“Assalamu’alaikum, perkenalkan nama saya Reyhan.”
“Wa’alaikumsalam, perkenalkan nama saya Maura.”
***
Dering telepon membuat kegiatan Senja terhenti. Ia meletakkan sapu di tangnnya kemudian berlari ke kamar dan segera mengangkat telepon. Tertera nama “Ayah” di layar handphone miliknya, dengan hembusan napas panjang Senja menggeser ikon berwarna hijau.
“Halo, assalamu’alaikum Nduk.” suara khas yang begitu familiar menyapa Senja dengan lembut.
“Wa’alaikumsalam.”
“Senja apa kabar Nduk?” tanyanya pada Senja.
“Alhamdulillah Senja baik Yah.” jawab Senja.
“Tadi kemana kok di telpon tidak aktif?” tanya Ayah Senja.
“Handphone Senja tadi cas Yah, jadi sengaja Senja matikan handphonenya.” jawab Senja.
“Oalah... iya Nduk, udah makan?” tanyanya lagi.
“Sudah Yah, tadi makan dengan tumis pakis dan sambal ikan.” jawab Senja.
“Syukurlah kalau sudah makan Nduk, ingat pesan Ayah yah, jaga kesehatan, makan teratur, jangan mandi malam, mandi sore jam 4 yah. Pokoknya harus pintar-pintar menjaga diri.” pesan sang Ayah.
“Iya Ayah, Senja pasti jaga diri Senja baik-baik.” ucap Senja dengan tersenyum sendu.
“Hiks hiks tolong lepaskan saya, saya mohon, tolong lepaskan saya, saya janji tidak akan melaporkan kalian ke polisi.” mohonnya dengan mata sembab. Wajahnya sudah lebam akibat mendapat banyak pukulan, selain itu tubuhnya juga penuh luka goresan. Baju yang sudah tak beraturan membuatnya terlihat begitu menyedihkan.
Para pria-pria itu hanya tersenyum miring mendengarnya, mereka mendekati gadis itu, menarik paksa rambut gadis itu, membawanya ke suatu ruangan. Mendorong tubuh gadis itu ke atas kasur lusuh berukuran sedang.
“Saya mohon tolong jangan lakukan ini pada saya, tolong lepaskan saya.” ucapnya dengan suara isak tangis yang keluar dari bibir keringnya. Air matanya tak henti-hentinya mengalir membasahi kedua pipinya.
“Nduk.” panggil sang Ayah membuyarkan lamunan Senja.
“Eh iya Ayah.”
“Sudah gitu aja, nanti atau besok Ayah telpon kembali, ingat untuk jaga kesehatan dan menjaga diri Nduk yah.” ucapnya memberi pesan kembali.
“Iya Ayah.”
“Yaudah Ayah tutup, assalamu’alaikum.”
“Wassalamu’alaikum.”
Senja meletakkan kembali handphonenya, ia menyandarkan tubuhnya di sandaran kursi, terdengar helaan napas berat darinya sebelum kembali melanjutkan pekerjaan yang sempat tertunda.
***
“Senyum-senyum sendiri, bener-bener mulai miring kamu Rey.” gumam Riko sambil menyeruput es teh. “Ah.. segarnya.”
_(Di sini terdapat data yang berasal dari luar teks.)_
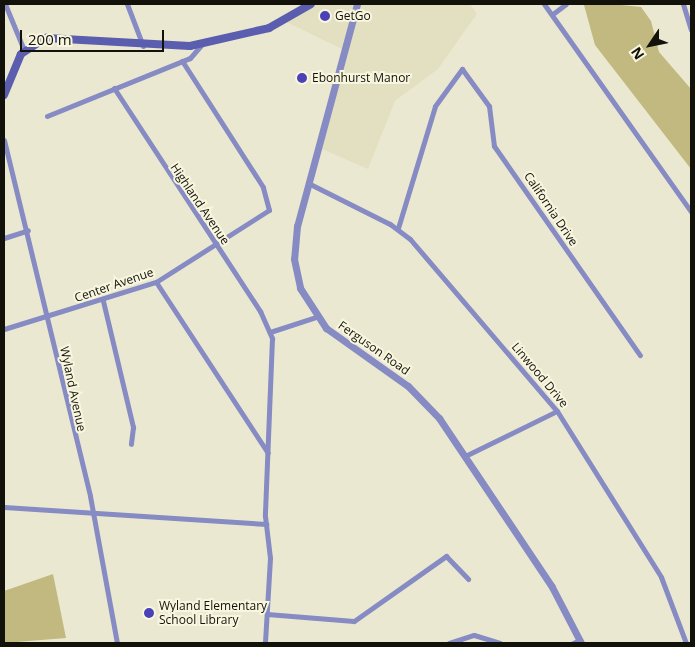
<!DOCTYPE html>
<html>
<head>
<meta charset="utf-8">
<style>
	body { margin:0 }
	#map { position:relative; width:695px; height:647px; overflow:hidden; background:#ebe8d2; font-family:"Open Sans",sans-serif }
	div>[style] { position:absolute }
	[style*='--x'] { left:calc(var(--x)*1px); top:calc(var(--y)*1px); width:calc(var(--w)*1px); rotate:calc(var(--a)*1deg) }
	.built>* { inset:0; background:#e3e0c2 }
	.green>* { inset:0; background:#c1b97f }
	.minor>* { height:5px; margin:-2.5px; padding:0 2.5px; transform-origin:2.5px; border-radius:2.5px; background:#868bc3 }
	.tertiary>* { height:7px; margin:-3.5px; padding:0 3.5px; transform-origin:3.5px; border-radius:3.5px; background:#868bc3 }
	.secondary>* { height:8px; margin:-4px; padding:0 4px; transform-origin:4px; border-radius:4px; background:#5b5dae }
	.dots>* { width:14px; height:14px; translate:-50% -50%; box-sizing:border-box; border:2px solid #f8f6df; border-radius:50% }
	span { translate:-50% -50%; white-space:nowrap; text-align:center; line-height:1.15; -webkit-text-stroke:4px #f8f6df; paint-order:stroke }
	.poi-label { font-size:12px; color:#13120a }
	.left { translate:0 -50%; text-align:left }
	.street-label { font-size:12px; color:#13120a }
	.frame { position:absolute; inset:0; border:5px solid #13120a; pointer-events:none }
	.north { position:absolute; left:625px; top:20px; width:50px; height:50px; -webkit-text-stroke:4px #f8f6df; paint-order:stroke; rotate:236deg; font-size:14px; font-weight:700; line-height:20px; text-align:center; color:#13120a }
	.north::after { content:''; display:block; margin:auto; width:18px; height:22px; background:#13120a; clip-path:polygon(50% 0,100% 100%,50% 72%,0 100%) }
	.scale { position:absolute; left:20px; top:30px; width:144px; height:22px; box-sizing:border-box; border:2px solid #13120a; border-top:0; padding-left:6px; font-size:15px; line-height:18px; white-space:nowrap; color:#13120a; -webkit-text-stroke:4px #f8f6df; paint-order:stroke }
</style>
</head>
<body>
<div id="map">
	<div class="built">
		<div style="clip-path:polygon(311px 4px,470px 4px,477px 14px,438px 69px,395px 101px,368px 169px,317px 147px,344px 50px,284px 21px)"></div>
	</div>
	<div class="green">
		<div style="clip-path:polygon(612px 4px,641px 7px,651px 21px,659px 52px,691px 89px,691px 169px,595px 45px,584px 5px)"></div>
		<div style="clip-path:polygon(53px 574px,66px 638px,4px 643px,4px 591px)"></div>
	</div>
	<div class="minor">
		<div style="--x:5;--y:4;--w:50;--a:67.6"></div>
		<div style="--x:127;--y:4;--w:45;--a:69.1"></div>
		<div style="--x:544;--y:4;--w:255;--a:54.7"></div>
		<div style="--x:683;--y:4;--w:27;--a:73"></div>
		<div style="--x:554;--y:13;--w:15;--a:-37"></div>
		<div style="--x:114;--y:88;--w:267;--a:56.8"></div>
		<div style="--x:260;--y:311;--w:30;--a:66"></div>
		<div style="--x:272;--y:338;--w:178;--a:92.3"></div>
		<div style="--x:265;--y:516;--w:42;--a:83.2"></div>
		<div style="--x:270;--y:558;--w:85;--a:93.4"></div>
		<div style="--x:47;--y:116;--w:154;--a:-22.1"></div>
		<div style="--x:190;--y:58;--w:20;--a:-49"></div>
		<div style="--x:4;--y:140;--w:366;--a:76.4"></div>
		<div style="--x:90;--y:496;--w:149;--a:79.6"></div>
		<div style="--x:308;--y:183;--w:92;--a:26.6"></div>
		<div style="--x:390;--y:224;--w:25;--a:37"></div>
		<div style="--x:410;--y:239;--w:226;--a:49.5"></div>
		<div style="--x:557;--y:411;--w:196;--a:57.9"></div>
		<div style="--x:661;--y:577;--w:71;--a:69.3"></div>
		<div style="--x:398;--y:228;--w:127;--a:-73.1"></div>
		<div style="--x:435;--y:106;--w:46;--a:-53.9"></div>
		<div style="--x:462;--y:69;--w:46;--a:53.9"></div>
		<div style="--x:489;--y:106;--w:40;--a:82.9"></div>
		<div style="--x:494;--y:146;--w:255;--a:55.1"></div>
		<div style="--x:4;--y:238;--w:25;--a:-18"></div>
		<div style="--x:156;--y:282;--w:204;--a:56.8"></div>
		<div style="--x:103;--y:301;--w:130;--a:76.6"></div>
		<div style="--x:133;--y:427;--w:17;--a:97"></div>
		<div style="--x:4;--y:329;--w:159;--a:-17.2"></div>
		<div style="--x:156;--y:282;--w:134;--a:-32.5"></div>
		<div style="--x:269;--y:210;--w:24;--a:-105"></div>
		<div style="--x:263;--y:187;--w:150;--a:-122.7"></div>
		<div style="--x:270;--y:332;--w:48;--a:-18.1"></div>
		<div style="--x:465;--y:456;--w:102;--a:-26.1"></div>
		<div style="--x:4;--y:507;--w:263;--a:3.7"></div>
		<div style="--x:267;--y:614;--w:87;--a:4.6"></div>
		<div style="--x:354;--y:621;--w:113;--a:-35.2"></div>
		<div style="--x:446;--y:556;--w:32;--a:46"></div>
		<div style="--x:449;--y:643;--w:26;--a:-18"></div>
		<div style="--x:474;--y:635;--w:27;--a:17"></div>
		<div style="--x:573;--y:643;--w:8;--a:-23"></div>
	</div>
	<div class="tertiary">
		<div style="--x:357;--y:4;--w:230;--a:105.1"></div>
		<div style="--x:297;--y:226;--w:33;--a:95"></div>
		<div style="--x:294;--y:259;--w:30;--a:78"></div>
		<div style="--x:300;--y:288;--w:48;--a:57"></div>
		<div style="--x:326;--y:328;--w:100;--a:35.3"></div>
		<div style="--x:408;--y:386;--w:45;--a:45.9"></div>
		<div style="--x:439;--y:418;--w:203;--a:56.2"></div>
		<div style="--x:552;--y:587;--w:63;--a:62.6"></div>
	</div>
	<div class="secondary">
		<div style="--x:4;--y:95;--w:44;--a:-67.5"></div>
		<div style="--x:21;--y:54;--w:30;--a:-33"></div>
		<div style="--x:46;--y:38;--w:144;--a:3.2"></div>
		<div style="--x:190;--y:46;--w:81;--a:-12.8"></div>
		<div style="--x:269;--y:28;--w:48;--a:-29.7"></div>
	</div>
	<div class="dots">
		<div style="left:325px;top:16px;background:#4a41b7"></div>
		<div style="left:302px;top:78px;background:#4a41b7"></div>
		<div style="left:149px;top:613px;background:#4a41b7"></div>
	</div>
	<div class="poi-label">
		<span class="left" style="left:335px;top:16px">GetGo</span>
		<span class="left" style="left:312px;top:78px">Ebonhurst Manor</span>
		<span class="left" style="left:159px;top:613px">Wyland Elementary<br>School Library</span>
	</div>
	<div class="street-label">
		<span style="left:200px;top:204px;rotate:56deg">Highland Avenue</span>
		<span style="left:551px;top:209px;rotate:56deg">California Drive</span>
		<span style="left:114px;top:285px;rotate:-19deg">Center Avenue</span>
		<span style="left:374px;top:348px;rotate:35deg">Ferguson Road</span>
		<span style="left:540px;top:375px;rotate:50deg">Linwood Drive</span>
		<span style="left:73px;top:389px;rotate:78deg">Wyland Avenue</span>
	</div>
	<div class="frame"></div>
	<div class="north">N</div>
	<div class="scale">200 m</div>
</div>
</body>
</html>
“Apa ada kabar gembira yang tidak aku ketahui?” tanya Riko.
“Aku sudah mendapatkan sedikit informasi dari ustadz Kamil.” ucap Reyhan dengan tersenyum.
“Apa? Ayo ceritakan” tanya Riko dengan antusias.
“Gadis yang aku cari, dia belum menikah, masih ada harapan untuk aku memilikinya Rik.” jawab Reyhan.
“Serius? Wah... Alhamdulillah, aku yakin dia memang ditakdirkan untukmu Rey.” ucap Riko.
“Aamiin, tapi aku takut Rik, jika aku tidak cepat mengetahui keberadaannya dia akan menjadi milik pria lain.” ucap Reyhan.
“Kalau jodoh gak akan kemana Rey, tenang aja, yang penting sekarang kamu harus berusaha dan jangan lupa berikhtiar kepada Allah.” ucap Riko.
Reyhan tersenyum menganggukkan kepala dengan menepuk pundak Riko.
“Siap.”
“Gitu dong Pak Dosen, masa baru setengah jalan aja udah mau nyerah, jangan pesimis dong.” ucap Riko menggoda Reyhan.
Reyhan tersenyum dengan menganggukan kepala.
“Yaudah aku pulang dulu.” pamit Reyhan.
“Hm, hati-hati.” ucap Riko.
Reyhan mengendarai mobilnya dengan kecepatan sedang. Senyum manis tak henti-hentinya terbit di bibir tipisnya. Pikirannya melayang membayangkan kehiduapan bahagianya bersama gadis yang ia cari.
“Maura, tunggu aku menemukanmu.” gumamnya.
CIIITT!
Reyhan menghentikan mobilnya dengan tiba-tiba, ia menginjak rem karena terkejut melihat seorang gadis tengah membantu seorang nenek memunguti buah-buahan di tengah jalan raya.
“Astaghfirullah, hampir saja aku menambrak orang.” ucap Reyhan.
Ia kemudian bergegas keluar dari mobilnya, untuk melihat keadaaan.
“Maafkan saya Nek karena hampir menabrak Nenek.” ucap Reyhan.
“Iya tidak apa-apa Nak, Nenek yang harusnya meminta maaf, karena buah milik Nenek jatuh jadi merepotkan orang lain.” ucap Nenek tersebut.
“Iya Nek tidak apa-apa.” ucap Reyhan dengan tersenyum. Reyhan mengalihkan pandangannya menatap gadis yang sedang sibuk memunguti buah-buahan.
“Biar saya antar Nenek dan cucu Nenek pulang ke rumah yah, sebagai permintaan maaf saya Nek.” ucap Reyhan berniat baik.
“Cucu yang mana Nak?” kening Nenet tersebut mengkerut mendengar ucapan Reyhan.
“Itu cucu Nenek kan?” tunjuk Reyhan pada gadis yang tengah membelakanginya.
Nenek itu tersenyum dengan menggelengkan kepala. “Bukan Nak, dia gadis baik hati yang membantu Nenek.” ucap Nenek.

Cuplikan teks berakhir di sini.